The problem: Take the listing below and output it exactly, with no images.

Recorded data:

◇ ◇ ◇

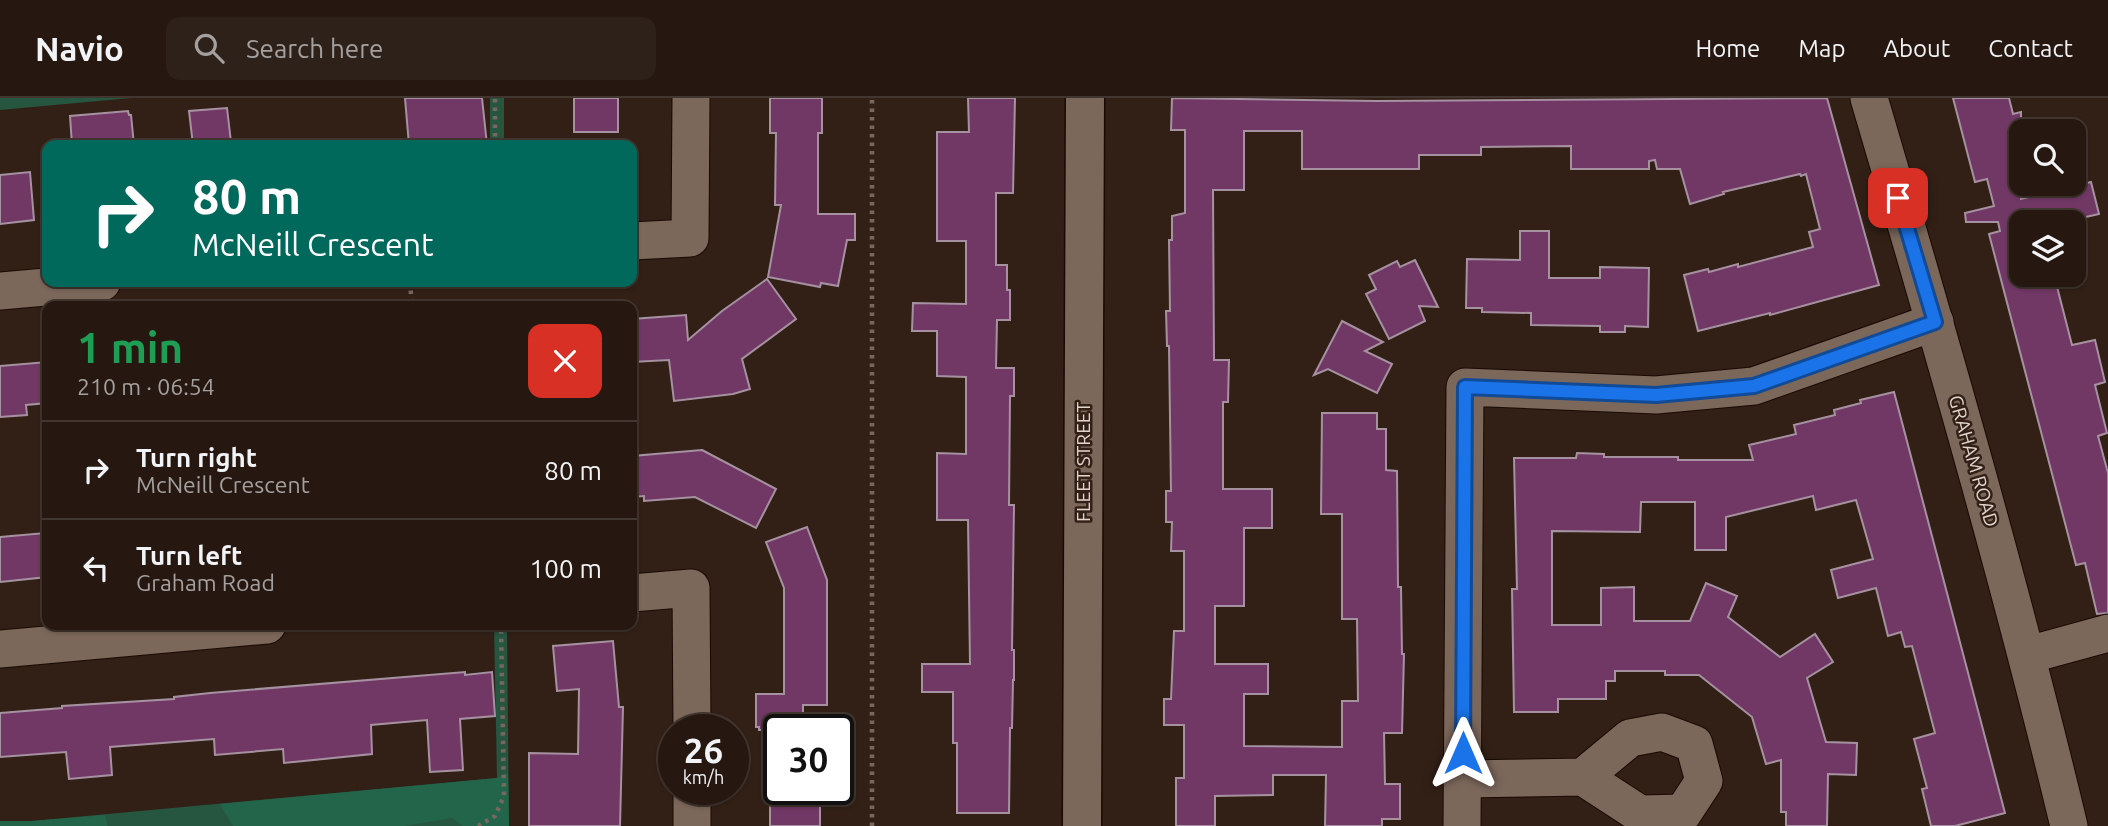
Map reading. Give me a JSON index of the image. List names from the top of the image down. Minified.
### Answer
{"streets":{"street":["GRAHAM ROAD","FLEET STREET"]},"page":{"header":"Navio","search":"Search here","nav":["Home","Map","About","Contact"],"turn":["80 m","McNeill Crescent"],"heading":["1 min","210 m · 06:54"],"list":[{"name":"Turn right","note":"McNeill Crescent","value":"80 m"},{"name":"Turn left","note":"Graham Road","value":"100 m"}],"speed":"26 km/h","limit":"30"}}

◇ ◇ ◇

Result of this task:
Map reading. Give me a JSON index of the image. List names from the top of the image down. Minified.
### Answer
{"streets":{"street":["GRAHAM ROAD","FLEET STREET"]},"page":{"header":"Navio","search":"Search here","nav":["Home","Map","About","Contact"],"turn":["80 m","McNeill Crescent"],"heading":["1 min","210 m · 06:54"],"list":[{"name":"Turn right","note":"McNeill Crescent","value":"80 m"},{"name":"Turn left","note":"Graham Road","value":"100 m"}],"speed":"26 km/h","limit":"30"}}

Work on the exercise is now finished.